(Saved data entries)
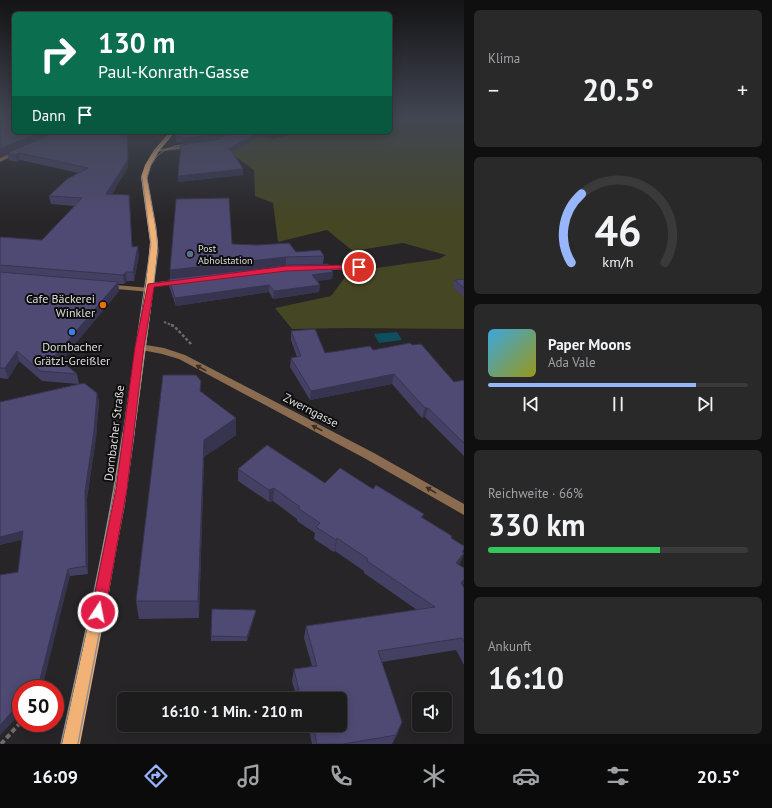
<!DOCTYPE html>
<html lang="de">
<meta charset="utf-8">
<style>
body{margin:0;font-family:"PT Sans",sans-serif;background:#2a292a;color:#f1f3f6;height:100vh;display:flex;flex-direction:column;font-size:15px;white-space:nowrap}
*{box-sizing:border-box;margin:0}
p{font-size:13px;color:#a0a1a4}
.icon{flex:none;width:22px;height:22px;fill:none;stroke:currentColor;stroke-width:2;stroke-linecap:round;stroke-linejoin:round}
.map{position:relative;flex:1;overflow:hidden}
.drawer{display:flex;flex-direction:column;gap:10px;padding:10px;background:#100f10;width:308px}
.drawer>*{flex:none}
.guide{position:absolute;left:12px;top:12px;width:380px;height:122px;border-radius:6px;box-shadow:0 2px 10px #0003,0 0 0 1px #3b3a3b;background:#0b6e4f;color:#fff;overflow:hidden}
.buttons{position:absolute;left:412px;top:692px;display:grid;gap:8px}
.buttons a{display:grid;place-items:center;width:40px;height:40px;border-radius:6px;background:#1d1c1d;box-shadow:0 2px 10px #0003,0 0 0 1px #3b3a3b;font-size:20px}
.speed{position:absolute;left:12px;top:680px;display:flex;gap:8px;font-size:20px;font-weight:700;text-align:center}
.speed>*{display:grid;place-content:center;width:52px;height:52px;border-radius:50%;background:#1d1c1d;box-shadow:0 2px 10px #0003,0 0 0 1px #3b3a3b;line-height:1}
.speed .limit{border:6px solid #d22;background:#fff;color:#111}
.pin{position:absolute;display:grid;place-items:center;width:34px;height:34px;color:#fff;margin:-17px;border:2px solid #fff;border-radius:50%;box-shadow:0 1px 4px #0007}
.me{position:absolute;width:44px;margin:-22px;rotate:11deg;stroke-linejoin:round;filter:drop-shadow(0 0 3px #0008)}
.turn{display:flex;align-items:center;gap:14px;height:84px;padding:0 20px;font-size:18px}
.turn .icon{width:52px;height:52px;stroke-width:2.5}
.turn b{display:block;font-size:28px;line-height:34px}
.then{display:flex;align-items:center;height:38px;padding:0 20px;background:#0003;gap:8px;font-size:15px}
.big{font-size:30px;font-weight:800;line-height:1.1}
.drawer .card{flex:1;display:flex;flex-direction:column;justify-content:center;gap:6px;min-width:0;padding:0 14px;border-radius:6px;background:#2a292a}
.drawer .dial{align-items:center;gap:0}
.dial svg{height:104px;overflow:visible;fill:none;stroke:#3b3a3b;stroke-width:7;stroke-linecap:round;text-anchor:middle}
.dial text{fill:#f1f3f6;stroke:none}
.song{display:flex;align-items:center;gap:12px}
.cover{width:48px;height:48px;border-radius:6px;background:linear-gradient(135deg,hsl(200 70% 55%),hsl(60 70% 35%))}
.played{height:4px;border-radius:2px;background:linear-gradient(90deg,#97b6fd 80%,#3b3a3b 80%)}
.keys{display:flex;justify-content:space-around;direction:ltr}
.heat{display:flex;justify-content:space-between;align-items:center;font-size:22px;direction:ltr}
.charge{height:6px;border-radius:3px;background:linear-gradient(90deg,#34c759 66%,#3b3a3b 0)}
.trip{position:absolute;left:117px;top:692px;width:230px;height:40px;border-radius:6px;background:#1d1c1d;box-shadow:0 2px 10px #0003,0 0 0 1px #3b3a3b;font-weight:800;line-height:40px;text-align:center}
.menu{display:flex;height:64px;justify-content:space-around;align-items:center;background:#0c0b0c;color:#a0a1a4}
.menu .icon{width:28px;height:28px}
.menu .on{color:#97b6fd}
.menu b{font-size:18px;color:#f1f3f6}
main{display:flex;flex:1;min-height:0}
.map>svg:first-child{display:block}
</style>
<main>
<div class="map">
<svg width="464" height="744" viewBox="0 0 464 744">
<rect width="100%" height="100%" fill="#272527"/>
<!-- green -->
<path fill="#454624" d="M 390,117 L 464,117 L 464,329 L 347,328 L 292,329 L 275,308 L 331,296 L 349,272 L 439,259 L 446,255 L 403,243 L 353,251 L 327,230 L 278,242 L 273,203 L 255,196 L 254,170 L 232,154 L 213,149 L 252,135 L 274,139 L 299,132 L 390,132 Z"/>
<!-- water -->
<path fill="#0d4f5f" d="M 397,332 L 402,340 L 379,343 L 374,334 Z"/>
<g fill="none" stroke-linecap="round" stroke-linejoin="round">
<!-- path-far2 -->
<path stroke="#6d6b6d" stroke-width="2" stroke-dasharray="2.5 1.5" stroke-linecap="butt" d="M 164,322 L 174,326"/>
<!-- path-far1 -->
<path stroke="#6d6b6d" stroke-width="2.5" stroke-dasharray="3 2" stroke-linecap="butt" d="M 171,325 L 174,326 L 191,344"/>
<!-- path -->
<path stroke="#6d6b6d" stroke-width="4" stroke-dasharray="5 3" stroke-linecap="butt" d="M 1,744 L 21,722"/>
<!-- minor -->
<g fill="#8b6c50" fill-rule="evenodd">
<path d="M 194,144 L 196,145 L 196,147 L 157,152 L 154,150 Z"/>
<path d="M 18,150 L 23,151 L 0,162 L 0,158 Z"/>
<path d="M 359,265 L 362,265 L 362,269 L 317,270 L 313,268 L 317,266 Z"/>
<path d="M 182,279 L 186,281 L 185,283 L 150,287 L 146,285 L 150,283 Z"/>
<path d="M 103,284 L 150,288 L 154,290 L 150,292 L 106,288 L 103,288 Z"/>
<path d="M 140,344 L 164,348 L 185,355 L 374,453 L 464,504 L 464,515 L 366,459 L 179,359 L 162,354 L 137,349 L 135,347 L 137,345 Z"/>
</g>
<!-- major -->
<path fill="#f2b175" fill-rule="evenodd" d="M 170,132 L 175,132 L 159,151 L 151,165 L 147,177 L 158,242 L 154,285 L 127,489 L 108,598 L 80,744 L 62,744 L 94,598 L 115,489 L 146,285 L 150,242 L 141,177 L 145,165 L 154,150 Z"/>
<!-- tram-far1 -->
<g stroke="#918f91" stroke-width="1">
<path d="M 151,155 L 173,132"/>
<path d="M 123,434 L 151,244 L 142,177"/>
<path d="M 134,434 L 158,251 L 156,228 L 147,178 L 151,165 L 157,156 L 165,150 L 175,146 L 221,139 L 226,136 L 227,132"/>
</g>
<!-- tram -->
<g stroke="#918f91" stroke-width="1.5">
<path d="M 61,744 C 84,641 107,538 123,433"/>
<path d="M 78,744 L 124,506 L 134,433"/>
</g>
</g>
<!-- wall -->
<g fill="#444063">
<path d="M 0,117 L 128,167 L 112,194 L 129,195 L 132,247 L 139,255 L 134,281 L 127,281 L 124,284 L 118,284 L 119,291 L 61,361 L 77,374 L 79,384 L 99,400 L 96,438 L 87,498 L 88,574 L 70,576 L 21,713 L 0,735 L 0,575 L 18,572 L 22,539 L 0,545 L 0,402 L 78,384 L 42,381 L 19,361 L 8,379 L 0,378 L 0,237 L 42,240 L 75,206 L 51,204 L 49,196 L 79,173 L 20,160 L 17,162 L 9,160 L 7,154 L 0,157 Z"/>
<path d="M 178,132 L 229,132 L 228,133 L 219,139 L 182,144 L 182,142 L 176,142 L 176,137 Z"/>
<path d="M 235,132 L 288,132 L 271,136 L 265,134 L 232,152 L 243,175 L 178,182 L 222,139 Z"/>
<path d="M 232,244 L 324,256 L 323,264 L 333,272 L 332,279 L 318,281 L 320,285 L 319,292 L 273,299 L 269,292 L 176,306 L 169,286 L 169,279 L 170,279 L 170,270 Z"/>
<path d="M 464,279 L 464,297 L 453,288 L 455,280 Z"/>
<path d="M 291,331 L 325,353 L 373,350 L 412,345 L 454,382 L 464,380 L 464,456 L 425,417 L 422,418 L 392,384 L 310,400 L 290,367 L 291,358 L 297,357 L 291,340 Z"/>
<path d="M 202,392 L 236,435 L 204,457 L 199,618 L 139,619 L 136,601 Z"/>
<path d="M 238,469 L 325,483 L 373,489 L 424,514 L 422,518 L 451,538 L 464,553 L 459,565 L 463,586 L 464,588 L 464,665 L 456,650 L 382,662 L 398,733 L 392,744 L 312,744 L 308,725 L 340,725 L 340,699 L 297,699 L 292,681 L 294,669 L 312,666 L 304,638 L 306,626 L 417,610 L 364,573 L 364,571 L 335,551 L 334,552 L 314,539 L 315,533 L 297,521 L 297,519 L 273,501 L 269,502 L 238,481 Z"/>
<path d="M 256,610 L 255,614 L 247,641 L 211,641 L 211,636 Z"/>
</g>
<!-- shaded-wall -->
<g fill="#373450">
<path d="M 42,132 L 58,132 L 7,153 L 7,154 L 0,157 L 0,149 Z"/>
<path d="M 127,132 L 128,167 L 107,201 L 106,194 Z"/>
<path d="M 222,132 L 229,132 L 228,133 L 219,139 L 182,144 L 181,139 Z"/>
<path d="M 260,132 L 265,132 L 265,134 L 228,155 L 228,149 Z"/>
<path d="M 271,132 L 288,132 L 271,136 Z"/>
<path d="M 19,153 L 20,160 L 17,162 L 15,155 Z"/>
<path d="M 243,169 L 243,175 L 178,182 L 178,176 Z"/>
<path d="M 129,195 L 130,203 L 133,255 L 132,247 Z"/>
<path d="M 138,246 L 139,255 L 134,281 L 133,272 Z"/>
<path d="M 286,257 L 286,266 L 170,279 L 170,270 Z"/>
<path d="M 126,272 L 127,281 L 124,284 L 123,275 Z"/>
<path d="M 333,272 L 332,279 L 312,282 L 312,275 Z"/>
<path d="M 118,282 L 119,291 L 57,366 L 55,356 Z"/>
<path d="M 269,285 L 269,292 L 176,306 L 175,298 Z"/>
<path d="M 320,285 L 319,292 L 273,299 L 274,291 Z"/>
<path d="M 17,351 L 19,361 L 8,379 L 5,368 Z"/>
<path d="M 394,374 L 392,384 L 310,400 L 311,391 Z"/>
<path d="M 97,393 L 99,400 L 96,438 L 87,498 L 88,574 L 86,566 L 85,491 Z"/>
<path d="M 425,408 L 428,408 L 425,417 L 422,418 Z"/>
<path d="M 236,418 L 236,435 L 204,457 L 199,618 L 198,601 L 204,440 Z"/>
<path d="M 274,488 L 273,501 L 269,502 L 269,490 Z"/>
<path d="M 23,531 L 26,539 L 0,545 L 0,537 Z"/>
<path d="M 337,538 L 335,551 L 334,552 L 336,540 Z"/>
<path d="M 464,549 L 462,556 L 464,553 L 459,565 L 456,563 L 462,552 Z"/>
<path d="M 68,569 L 70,576 L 42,689 L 34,689 Z"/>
<path d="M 464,579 L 464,584 L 456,595 L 461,583 Z"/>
<path d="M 256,610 L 255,614 L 247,641 L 247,637 Z"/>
<path d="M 21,702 L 21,713 L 0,735 L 0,725 Z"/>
<path d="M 402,722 L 398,733 L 392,744 L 396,735 Z"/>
</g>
<!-- building -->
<g fill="#4f4a73" stroke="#373450">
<path d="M 0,117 L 14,117 L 14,132 L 42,132 L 0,149 Z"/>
<path d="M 56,132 L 127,132 L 128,160 L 106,194 L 129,195 L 132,247 L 138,246 L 133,272 L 126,272 L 123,275 L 0,265 L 0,237 L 42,240 L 82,198 L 49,196 L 67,179 L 88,168 L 19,153 L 15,155 L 7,153 Z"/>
<path d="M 178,132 L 222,132 L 219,134 L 181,139 L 182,137 L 176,137 Z"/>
<path d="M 235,132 L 260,132 L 228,149 L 232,151 L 243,169 L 178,176 L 181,145 L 222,139 Z"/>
<path d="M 229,198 L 232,244 L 258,245 L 289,243 L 296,252 L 320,250 L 324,256 L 286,257 L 170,270 L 176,199 Z"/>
<path d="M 328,264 L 333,272 L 312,275 L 320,285 L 274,291 L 269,285 L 175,298 L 169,279 L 287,265 Z"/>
<path d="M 0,272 L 118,282 L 55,356 L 77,374 L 40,371 L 17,351 L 5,368 L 0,368 Z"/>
<path d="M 464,279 L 464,288 L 455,280 Z"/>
<path d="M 315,329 L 325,353 L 370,346 L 373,350 L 410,343 L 412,345 L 421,344 L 454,382 L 464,380 L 464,443 L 428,408 L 425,408 L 394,374 L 311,391 L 291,358 L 301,356 L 291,331 Z"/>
<path d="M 163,375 L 196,375 L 201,381 L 200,391 L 236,418 L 204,440 L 198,601 L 136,601 Z"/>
<path d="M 84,383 L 97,393 L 94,431 L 85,491 L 86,566 L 68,569 L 39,683 L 34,689 L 21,689 L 21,702 L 0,725 L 0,575 L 18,572 L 23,531 L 0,537 L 0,402 Z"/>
<path d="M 267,445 L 325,483 L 340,468 L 373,489 L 376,485 L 424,514 L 421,517 L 452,536 L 451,538 L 464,546 L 464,549 L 462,552 L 464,553 L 456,563 L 464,568 L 464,579 L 461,583 L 464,588 L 464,642 L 462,638 L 378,651 L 402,722 L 396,735 L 343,744 L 317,744 L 313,725 L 340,725 L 340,699 L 301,699 L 294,669 L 317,666 L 306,626 L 435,607 L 367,561 L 368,559 L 337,538 L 336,540 L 316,527 L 320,523 L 298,508 L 300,507 L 274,488 L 269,490 L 238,469 Z"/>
<path d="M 212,609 L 256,610 L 247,637 L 211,636 Z"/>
</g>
<!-- one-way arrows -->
<defs><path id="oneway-solid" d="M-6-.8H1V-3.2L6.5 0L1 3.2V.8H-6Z"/></defs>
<g fill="#3a2f26">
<use href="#oneway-solid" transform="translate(201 368) rotate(-151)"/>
<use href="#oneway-solid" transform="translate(317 428) rotate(-153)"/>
<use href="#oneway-solid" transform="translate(431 490) rotate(-149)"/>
</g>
<!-- sky -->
<linearGradient id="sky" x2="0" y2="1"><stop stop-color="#151415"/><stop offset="0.53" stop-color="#414652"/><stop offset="1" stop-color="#414652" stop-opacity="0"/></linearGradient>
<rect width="464" height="221" fill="url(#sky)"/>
<!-- route -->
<path fill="#e11d48" stroke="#92132f" d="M 359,265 L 362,265 L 362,268 L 286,271 L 154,287 L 144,347 L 127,489 L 105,612 L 103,617 L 98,619 L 94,617 L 91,612 L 116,489 L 135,347 L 148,284 L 286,266 Z"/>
<!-- markers -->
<circle fill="#5c6f8a" stroke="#0f0e0f" stroke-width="1.5" cx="190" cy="254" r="4"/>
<circle fill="#e8710a" stroke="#0f0e0f" stroke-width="1.5" cx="103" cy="305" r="4"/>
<circle fill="#3f7fe0" stroke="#0f0e0f" stroke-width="1.5" cx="72" cy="332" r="4"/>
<g text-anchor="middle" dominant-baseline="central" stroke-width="4" stroke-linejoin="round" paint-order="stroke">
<!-- far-poi labels -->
<g font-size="10" fill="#dfdedf" stroke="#0f0e0f" text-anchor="start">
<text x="198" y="248">Post<tspan x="198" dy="12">Abholstation</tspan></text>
</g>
<!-- poi labels -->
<g font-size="12" fill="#dfdedf" stroke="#0f0e0f" text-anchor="end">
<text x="95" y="298">Cafe Bäckerei<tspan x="95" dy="14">Winkler</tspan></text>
<text x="72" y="346" text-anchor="middle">Dornbacher<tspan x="72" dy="14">Grätzl-Greißler</tspan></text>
</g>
<!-- street labels -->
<g font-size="12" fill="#dfdedf" stroke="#0f0e0f">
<text transform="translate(311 410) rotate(27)">Zwerngasse</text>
<text transform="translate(114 433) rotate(-83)">Dornbacher Straße</text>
</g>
</g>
</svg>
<div class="buttons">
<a><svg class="icon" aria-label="sound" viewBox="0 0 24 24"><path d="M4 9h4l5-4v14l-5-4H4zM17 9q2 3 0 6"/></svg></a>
</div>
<div class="speed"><div class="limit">50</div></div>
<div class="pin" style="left:359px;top:267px;background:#d93025"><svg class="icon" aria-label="arrive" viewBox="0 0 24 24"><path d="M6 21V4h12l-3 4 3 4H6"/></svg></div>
<svg class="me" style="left:98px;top:612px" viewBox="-20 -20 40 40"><circle r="17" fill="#e11d48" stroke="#fff" stroke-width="3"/><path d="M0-11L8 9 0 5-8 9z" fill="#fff"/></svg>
<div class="trip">16:10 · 1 Min. · 210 m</div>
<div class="guide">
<div class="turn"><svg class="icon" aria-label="right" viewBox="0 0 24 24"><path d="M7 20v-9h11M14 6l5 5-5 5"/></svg><div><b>130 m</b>Paul-Konrath-Gasse</div></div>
<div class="then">Dann<svg class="icon" aria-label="arrive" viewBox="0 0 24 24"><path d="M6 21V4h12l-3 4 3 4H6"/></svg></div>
</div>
</div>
<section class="drawer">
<div class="card"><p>Klima</p>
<div class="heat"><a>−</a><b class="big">20.5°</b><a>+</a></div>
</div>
<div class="card dial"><svg viewBox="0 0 100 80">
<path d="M14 69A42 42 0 1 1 86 69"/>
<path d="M14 69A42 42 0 0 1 22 16" stroke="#97b6fd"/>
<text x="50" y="56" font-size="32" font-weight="700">46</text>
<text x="50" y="72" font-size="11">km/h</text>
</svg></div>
<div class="card">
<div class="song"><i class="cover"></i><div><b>Paper Moons</b><p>Ada Vale</p></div></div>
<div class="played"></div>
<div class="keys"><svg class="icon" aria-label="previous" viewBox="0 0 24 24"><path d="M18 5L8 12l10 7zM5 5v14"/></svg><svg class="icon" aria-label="pause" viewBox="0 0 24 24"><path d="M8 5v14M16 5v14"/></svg><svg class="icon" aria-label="next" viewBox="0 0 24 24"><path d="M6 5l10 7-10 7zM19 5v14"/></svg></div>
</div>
<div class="card"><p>Reichweite · 66%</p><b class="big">330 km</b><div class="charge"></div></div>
<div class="card"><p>Ankunft</p><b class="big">16:10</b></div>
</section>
</main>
<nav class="menu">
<b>16:09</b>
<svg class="icon on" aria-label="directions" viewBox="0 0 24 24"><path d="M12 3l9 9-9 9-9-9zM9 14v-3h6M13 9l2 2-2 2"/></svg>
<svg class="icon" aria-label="music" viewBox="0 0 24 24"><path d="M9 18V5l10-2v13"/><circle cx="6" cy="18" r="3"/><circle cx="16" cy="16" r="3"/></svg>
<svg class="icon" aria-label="phone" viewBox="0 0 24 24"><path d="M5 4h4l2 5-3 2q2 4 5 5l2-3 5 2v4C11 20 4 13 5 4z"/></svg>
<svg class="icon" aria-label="climate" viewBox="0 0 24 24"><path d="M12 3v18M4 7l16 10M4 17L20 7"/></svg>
<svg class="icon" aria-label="car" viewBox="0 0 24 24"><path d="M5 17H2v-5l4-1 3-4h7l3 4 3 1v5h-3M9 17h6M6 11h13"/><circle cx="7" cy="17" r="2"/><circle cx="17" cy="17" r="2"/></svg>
<svg class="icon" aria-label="filters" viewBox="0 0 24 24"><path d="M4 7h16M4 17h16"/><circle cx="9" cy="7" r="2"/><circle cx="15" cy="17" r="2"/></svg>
<b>20.5°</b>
</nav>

What to do
Wherever a line above contains the string "speed", copy that line.

Exercise solution
.speed{position:absolute;left:12px;top:680px;display:flex;gap:8px;font-size:20px;font-weight:700;text-align:center}
.speed>*{display:grid;place-content:center;width:52px;height:52px;border-radius:50%;background:#1d1c1d;box-shadow:0 2px 10px #0003,0 0 0 1px #3b3a3b;line-height:1}
.speed .limit{border:6px solid #d22;background:#fff;color:#111}
<div class="speed"><div class="limit">50</div></div>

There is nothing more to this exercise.